### WHAT THE TASK ASKS:
Please state the number of lines in the material below that contain "currentColor", with no other words.

Start of EXERCISE DATA

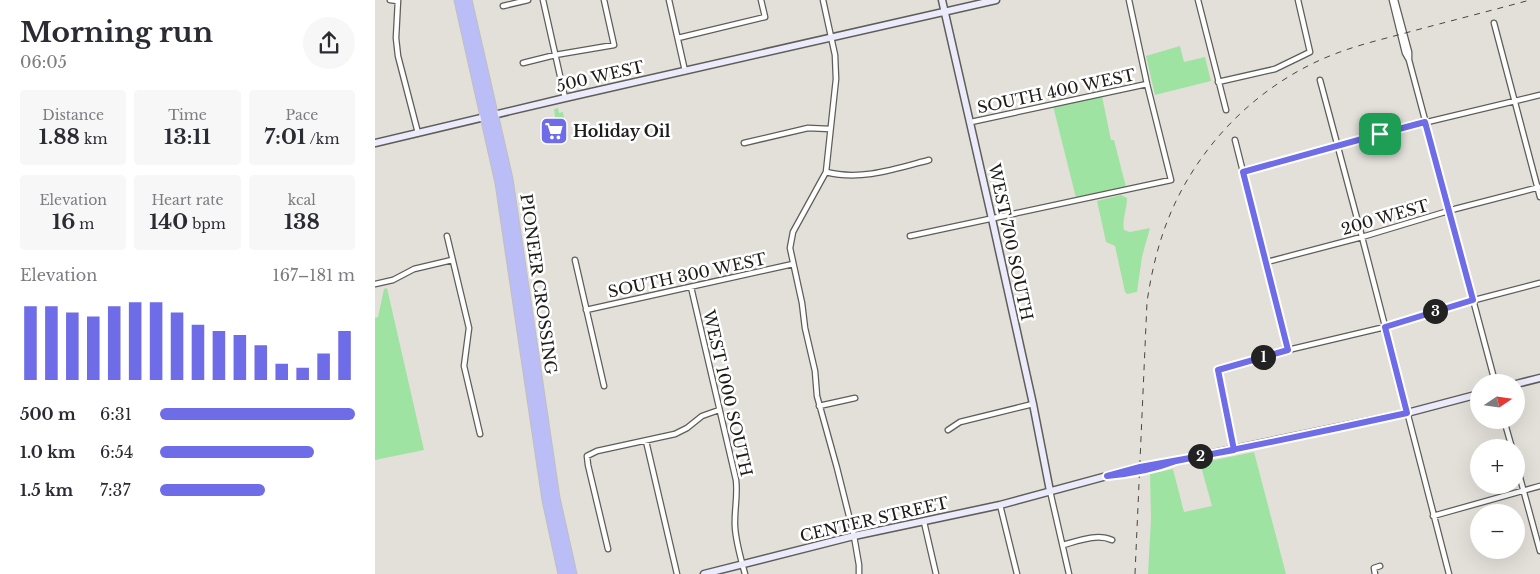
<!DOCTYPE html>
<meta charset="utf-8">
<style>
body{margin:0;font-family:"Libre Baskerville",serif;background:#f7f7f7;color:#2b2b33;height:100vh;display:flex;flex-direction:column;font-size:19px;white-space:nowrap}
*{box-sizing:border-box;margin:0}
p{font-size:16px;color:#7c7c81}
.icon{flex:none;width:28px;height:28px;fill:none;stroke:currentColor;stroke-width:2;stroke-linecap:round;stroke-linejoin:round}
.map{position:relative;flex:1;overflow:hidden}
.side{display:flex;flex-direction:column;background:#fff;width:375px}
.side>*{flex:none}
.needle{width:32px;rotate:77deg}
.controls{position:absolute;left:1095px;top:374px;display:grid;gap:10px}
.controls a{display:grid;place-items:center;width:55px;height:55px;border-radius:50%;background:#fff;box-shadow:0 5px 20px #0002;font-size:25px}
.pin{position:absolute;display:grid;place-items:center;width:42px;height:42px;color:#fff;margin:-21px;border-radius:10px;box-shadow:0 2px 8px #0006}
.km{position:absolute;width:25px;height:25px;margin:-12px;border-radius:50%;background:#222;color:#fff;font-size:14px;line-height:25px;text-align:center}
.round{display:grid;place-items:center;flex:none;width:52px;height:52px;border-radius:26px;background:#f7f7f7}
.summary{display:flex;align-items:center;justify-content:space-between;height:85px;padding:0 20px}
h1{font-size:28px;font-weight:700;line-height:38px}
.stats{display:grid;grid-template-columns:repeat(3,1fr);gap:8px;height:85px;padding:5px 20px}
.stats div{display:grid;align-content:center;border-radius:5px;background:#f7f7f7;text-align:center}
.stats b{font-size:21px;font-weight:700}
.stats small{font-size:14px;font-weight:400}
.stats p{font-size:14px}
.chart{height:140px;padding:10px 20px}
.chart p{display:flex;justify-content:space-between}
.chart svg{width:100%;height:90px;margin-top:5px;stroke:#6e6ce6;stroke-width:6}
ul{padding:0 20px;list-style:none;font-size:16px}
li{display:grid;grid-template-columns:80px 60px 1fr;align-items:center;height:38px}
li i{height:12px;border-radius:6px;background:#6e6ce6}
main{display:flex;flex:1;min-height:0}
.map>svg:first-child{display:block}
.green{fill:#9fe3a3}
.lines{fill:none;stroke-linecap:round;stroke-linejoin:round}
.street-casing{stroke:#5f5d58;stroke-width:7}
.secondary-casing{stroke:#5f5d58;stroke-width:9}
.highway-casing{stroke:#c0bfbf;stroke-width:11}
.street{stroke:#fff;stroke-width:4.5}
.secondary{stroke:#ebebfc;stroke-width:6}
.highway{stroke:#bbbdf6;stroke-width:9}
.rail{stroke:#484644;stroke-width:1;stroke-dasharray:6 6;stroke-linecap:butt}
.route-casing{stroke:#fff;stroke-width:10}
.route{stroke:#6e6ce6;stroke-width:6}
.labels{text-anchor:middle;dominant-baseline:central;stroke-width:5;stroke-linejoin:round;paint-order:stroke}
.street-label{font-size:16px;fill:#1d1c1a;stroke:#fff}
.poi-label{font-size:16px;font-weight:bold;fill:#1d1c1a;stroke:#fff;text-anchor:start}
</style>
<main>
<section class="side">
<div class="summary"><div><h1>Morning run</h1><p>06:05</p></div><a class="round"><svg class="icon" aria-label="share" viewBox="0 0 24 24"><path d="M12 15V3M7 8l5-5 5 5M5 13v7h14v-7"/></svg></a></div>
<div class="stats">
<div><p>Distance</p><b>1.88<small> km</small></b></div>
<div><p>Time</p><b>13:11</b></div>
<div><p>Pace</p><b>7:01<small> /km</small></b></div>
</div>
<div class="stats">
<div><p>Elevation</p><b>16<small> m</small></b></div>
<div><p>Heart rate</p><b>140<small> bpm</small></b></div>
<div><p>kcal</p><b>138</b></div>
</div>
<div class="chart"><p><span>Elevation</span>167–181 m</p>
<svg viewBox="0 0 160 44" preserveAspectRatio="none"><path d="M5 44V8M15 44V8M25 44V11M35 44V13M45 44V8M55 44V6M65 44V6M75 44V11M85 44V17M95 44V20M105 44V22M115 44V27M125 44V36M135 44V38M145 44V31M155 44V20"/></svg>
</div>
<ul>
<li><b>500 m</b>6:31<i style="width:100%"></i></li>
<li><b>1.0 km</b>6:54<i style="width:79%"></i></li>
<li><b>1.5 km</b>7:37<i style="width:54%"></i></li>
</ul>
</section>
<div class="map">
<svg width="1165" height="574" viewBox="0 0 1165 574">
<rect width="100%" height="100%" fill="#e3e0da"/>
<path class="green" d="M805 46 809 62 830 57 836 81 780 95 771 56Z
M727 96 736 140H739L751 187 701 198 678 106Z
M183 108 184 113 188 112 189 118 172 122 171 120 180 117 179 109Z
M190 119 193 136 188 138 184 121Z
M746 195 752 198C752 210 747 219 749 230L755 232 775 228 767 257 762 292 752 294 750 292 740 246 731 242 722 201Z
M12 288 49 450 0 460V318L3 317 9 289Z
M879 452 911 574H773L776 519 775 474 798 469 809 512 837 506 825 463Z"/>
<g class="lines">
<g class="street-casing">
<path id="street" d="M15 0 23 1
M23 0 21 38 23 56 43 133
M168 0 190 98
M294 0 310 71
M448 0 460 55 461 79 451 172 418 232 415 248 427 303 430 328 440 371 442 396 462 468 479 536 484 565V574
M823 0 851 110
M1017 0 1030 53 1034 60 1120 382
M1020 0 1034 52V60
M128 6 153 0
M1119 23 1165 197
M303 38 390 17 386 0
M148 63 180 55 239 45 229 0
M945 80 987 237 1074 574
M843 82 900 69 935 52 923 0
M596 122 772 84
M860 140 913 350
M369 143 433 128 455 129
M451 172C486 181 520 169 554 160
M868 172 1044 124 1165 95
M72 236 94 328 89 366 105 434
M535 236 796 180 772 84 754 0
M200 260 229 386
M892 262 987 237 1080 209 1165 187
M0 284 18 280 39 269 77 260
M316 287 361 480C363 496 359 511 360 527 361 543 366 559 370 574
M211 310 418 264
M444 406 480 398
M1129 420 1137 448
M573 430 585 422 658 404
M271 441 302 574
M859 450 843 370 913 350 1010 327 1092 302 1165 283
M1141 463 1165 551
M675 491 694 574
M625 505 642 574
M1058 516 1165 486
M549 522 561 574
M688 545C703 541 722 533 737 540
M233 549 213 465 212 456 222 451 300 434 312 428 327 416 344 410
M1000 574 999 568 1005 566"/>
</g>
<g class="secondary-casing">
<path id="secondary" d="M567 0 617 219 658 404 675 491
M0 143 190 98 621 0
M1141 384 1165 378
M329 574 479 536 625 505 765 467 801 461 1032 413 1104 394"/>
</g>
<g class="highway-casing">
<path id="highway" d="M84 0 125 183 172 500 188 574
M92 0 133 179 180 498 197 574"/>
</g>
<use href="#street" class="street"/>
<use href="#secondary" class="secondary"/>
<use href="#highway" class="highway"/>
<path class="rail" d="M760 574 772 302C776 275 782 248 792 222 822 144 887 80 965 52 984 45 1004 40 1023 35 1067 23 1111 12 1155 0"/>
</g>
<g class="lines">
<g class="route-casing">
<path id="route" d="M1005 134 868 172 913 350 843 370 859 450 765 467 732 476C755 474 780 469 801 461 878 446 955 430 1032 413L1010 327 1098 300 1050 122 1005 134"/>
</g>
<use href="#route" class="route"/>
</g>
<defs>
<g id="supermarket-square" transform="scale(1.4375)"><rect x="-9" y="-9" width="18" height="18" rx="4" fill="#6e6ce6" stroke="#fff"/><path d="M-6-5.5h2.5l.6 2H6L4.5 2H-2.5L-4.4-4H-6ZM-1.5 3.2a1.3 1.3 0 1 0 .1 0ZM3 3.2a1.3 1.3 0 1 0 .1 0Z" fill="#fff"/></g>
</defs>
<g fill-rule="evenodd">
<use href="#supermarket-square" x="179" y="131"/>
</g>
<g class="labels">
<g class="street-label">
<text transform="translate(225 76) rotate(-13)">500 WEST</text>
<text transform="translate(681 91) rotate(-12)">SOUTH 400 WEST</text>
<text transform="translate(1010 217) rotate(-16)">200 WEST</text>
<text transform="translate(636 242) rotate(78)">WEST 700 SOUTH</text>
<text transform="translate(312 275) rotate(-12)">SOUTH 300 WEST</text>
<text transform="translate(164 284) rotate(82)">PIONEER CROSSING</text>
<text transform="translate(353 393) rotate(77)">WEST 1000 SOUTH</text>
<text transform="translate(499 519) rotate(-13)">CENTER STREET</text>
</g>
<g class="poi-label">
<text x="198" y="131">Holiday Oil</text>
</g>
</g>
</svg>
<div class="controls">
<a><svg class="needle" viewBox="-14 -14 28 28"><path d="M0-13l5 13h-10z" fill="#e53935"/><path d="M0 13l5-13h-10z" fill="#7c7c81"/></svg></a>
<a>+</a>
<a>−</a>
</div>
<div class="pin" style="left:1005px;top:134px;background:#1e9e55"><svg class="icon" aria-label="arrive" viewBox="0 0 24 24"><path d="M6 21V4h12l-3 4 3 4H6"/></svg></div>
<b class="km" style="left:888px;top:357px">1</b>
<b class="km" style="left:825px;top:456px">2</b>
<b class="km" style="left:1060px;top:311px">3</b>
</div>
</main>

End of EXERCISE DATA
Start of EXERCISE DATA

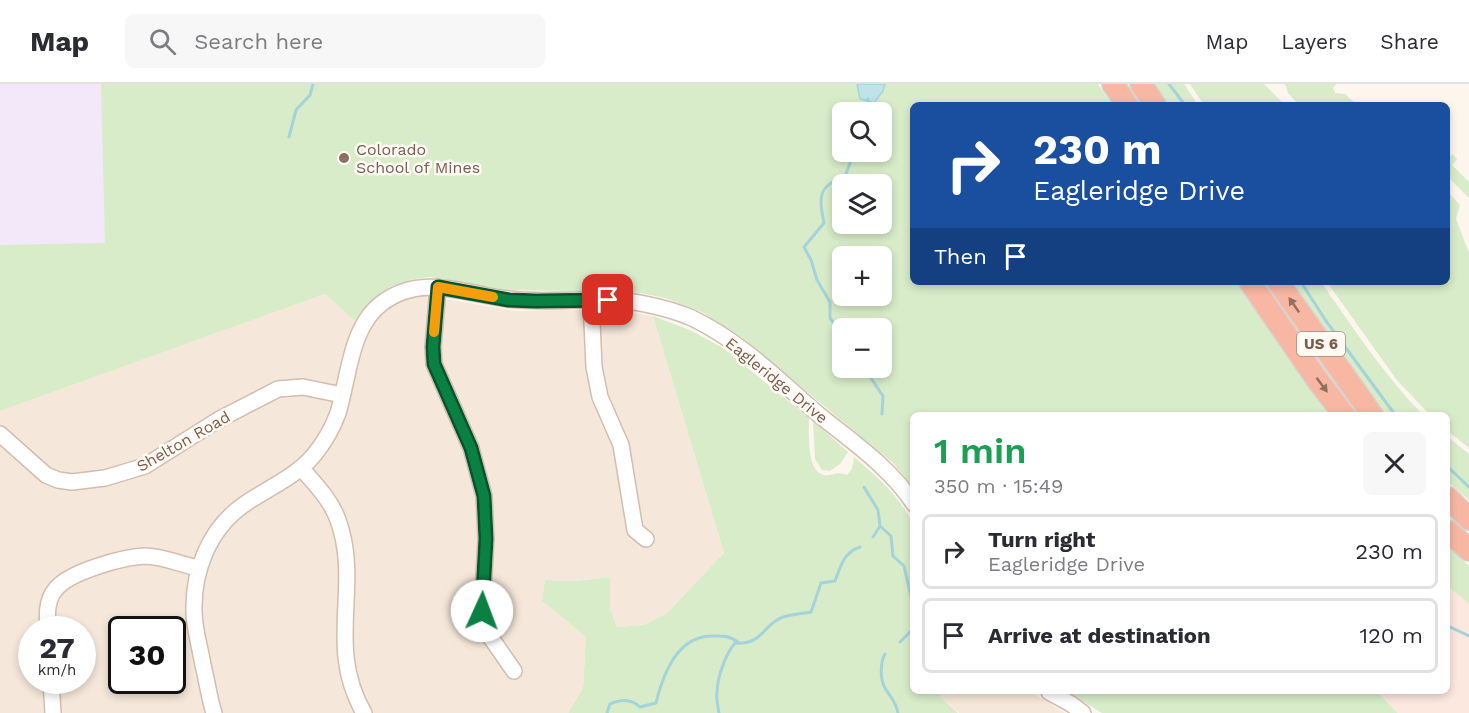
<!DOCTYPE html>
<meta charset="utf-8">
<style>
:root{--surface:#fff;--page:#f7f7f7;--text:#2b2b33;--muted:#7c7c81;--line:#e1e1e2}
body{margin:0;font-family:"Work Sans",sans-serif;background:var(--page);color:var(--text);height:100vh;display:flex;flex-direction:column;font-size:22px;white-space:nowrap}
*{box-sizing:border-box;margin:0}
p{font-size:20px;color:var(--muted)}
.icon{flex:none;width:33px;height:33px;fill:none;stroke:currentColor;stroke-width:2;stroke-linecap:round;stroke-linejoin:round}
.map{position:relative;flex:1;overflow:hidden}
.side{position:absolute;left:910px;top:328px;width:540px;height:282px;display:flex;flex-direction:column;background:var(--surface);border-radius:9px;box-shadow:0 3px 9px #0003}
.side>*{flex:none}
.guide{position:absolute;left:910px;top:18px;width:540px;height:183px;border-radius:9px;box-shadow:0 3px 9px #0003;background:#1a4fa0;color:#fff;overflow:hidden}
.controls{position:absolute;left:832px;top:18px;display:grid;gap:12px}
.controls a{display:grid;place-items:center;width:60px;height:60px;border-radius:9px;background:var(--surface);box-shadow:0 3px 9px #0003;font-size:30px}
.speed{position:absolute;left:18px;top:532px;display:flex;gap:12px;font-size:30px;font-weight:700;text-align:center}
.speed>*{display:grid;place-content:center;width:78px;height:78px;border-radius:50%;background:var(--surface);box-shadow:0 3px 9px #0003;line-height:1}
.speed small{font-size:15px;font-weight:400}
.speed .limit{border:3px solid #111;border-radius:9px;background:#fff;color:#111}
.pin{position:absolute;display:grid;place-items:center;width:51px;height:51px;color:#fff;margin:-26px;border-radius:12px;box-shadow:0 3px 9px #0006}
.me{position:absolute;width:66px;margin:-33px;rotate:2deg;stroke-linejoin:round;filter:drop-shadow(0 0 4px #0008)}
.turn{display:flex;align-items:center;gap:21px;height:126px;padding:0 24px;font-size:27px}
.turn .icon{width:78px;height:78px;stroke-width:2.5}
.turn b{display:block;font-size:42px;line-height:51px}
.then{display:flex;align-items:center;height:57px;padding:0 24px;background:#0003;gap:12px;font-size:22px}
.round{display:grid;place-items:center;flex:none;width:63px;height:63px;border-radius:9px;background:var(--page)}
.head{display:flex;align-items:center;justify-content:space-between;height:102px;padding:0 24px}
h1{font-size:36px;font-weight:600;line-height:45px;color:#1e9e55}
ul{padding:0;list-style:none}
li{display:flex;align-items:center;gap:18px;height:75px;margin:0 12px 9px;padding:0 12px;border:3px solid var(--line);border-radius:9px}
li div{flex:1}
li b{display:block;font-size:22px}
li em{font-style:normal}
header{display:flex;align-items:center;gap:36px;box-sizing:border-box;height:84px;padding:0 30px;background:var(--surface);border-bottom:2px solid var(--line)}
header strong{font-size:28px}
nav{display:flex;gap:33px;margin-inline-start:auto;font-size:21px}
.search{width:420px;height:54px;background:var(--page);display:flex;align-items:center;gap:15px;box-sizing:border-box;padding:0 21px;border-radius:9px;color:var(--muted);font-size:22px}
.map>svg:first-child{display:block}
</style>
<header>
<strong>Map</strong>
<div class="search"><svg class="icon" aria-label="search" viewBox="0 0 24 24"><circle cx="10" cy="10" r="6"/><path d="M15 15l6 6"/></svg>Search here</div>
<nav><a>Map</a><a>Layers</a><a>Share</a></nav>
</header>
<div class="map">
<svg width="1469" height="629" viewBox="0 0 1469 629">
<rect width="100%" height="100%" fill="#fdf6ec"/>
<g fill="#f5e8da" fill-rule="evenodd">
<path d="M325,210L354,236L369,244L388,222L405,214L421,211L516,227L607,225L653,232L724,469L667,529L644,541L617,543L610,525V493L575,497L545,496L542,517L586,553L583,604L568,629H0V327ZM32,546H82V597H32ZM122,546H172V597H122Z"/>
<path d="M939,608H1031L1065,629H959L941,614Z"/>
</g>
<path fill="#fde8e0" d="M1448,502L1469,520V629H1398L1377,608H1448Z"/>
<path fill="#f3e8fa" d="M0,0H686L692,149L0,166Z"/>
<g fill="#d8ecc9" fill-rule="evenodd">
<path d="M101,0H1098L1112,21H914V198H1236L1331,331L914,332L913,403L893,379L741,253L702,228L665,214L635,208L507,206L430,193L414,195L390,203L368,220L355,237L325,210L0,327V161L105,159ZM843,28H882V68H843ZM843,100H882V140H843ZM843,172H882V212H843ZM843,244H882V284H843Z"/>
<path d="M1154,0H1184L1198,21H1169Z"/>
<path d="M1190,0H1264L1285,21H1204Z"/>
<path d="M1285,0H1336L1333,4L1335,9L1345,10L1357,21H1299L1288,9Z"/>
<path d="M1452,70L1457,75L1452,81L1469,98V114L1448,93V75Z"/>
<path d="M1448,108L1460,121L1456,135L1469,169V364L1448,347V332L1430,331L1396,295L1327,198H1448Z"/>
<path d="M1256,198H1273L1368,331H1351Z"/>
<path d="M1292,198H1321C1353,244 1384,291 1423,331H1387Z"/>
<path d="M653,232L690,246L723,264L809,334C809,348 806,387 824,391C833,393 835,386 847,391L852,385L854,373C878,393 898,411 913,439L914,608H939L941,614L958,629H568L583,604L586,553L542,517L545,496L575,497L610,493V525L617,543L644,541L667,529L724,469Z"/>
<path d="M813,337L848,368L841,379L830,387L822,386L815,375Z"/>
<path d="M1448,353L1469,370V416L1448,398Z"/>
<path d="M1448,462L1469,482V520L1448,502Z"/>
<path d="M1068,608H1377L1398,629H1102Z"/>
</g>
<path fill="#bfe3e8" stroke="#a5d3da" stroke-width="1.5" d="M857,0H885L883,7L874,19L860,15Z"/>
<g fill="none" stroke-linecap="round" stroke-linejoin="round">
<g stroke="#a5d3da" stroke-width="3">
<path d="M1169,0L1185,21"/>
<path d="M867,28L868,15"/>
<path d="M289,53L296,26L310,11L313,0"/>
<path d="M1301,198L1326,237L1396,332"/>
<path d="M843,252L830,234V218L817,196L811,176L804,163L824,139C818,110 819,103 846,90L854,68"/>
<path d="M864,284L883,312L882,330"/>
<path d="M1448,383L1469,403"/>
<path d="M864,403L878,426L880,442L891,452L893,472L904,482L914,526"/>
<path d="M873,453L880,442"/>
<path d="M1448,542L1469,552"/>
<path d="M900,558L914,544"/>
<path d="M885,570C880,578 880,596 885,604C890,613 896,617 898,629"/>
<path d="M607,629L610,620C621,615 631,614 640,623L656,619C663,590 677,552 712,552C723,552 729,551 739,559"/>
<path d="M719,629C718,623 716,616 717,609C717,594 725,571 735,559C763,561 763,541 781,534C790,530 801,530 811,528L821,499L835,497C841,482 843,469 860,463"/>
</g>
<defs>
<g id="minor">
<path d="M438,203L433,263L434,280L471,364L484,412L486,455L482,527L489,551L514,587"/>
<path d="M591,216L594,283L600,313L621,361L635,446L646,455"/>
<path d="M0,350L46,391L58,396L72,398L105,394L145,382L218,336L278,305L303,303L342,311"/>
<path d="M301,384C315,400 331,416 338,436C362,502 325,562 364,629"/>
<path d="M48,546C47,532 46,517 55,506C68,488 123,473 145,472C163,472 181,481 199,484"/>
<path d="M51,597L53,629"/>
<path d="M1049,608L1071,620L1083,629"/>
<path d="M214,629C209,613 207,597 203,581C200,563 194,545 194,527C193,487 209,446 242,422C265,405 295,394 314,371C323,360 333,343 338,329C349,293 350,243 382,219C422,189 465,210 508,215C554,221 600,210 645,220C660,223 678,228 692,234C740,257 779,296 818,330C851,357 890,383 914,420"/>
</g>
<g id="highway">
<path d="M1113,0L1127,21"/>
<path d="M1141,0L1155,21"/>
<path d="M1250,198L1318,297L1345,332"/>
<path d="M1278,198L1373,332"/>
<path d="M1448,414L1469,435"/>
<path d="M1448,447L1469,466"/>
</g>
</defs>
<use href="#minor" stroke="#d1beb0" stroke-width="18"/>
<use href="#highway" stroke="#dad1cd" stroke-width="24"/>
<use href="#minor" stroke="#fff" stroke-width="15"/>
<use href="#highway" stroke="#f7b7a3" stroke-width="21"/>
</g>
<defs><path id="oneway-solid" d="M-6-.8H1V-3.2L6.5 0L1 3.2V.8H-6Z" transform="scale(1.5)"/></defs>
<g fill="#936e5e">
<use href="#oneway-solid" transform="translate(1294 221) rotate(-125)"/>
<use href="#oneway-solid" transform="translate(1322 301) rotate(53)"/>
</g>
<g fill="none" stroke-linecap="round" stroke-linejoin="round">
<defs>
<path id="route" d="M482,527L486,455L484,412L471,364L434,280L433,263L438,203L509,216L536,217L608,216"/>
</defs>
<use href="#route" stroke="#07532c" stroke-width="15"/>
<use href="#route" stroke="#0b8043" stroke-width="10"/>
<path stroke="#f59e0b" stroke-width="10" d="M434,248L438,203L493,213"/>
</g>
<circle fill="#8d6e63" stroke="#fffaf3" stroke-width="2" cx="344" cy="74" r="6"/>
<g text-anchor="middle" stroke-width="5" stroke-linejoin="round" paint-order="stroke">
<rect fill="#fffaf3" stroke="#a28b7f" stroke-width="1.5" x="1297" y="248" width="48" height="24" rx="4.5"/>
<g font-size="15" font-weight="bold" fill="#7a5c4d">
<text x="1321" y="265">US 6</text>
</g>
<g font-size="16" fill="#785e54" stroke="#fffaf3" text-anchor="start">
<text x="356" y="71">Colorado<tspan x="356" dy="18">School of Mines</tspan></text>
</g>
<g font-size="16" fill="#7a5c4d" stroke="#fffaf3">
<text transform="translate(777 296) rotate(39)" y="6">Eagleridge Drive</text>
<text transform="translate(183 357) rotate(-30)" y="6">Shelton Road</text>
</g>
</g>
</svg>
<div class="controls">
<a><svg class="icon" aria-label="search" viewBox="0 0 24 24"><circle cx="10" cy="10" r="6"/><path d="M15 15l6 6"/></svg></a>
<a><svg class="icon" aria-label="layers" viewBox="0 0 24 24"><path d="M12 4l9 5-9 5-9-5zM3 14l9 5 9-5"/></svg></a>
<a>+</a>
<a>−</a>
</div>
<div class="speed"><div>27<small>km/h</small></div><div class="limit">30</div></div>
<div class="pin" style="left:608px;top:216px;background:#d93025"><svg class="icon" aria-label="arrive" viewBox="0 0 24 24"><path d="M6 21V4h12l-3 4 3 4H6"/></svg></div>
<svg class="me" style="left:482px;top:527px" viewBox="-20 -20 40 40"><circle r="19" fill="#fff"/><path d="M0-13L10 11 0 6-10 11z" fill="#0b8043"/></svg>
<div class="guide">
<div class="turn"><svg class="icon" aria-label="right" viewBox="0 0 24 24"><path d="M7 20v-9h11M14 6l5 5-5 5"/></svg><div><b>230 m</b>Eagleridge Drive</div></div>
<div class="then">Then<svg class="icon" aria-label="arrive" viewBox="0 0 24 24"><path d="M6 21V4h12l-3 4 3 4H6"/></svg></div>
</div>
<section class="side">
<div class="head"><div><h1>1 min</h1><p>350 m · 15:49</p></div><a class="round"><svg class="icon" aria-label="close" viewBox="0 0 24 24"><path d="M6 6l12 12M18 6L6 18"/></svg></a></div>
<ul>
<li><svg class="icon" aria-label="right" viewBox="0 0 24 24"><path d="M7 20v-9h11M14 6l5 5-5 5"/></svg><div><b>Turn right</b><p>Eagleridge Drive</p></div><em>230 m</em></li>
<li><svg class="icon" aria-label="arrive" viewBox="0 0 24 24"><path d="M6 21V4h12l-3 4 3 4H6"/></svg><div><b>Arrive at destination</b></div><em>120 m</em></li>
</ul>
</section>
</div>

End of EXERCISE DATA

### RESULT BELOW:
2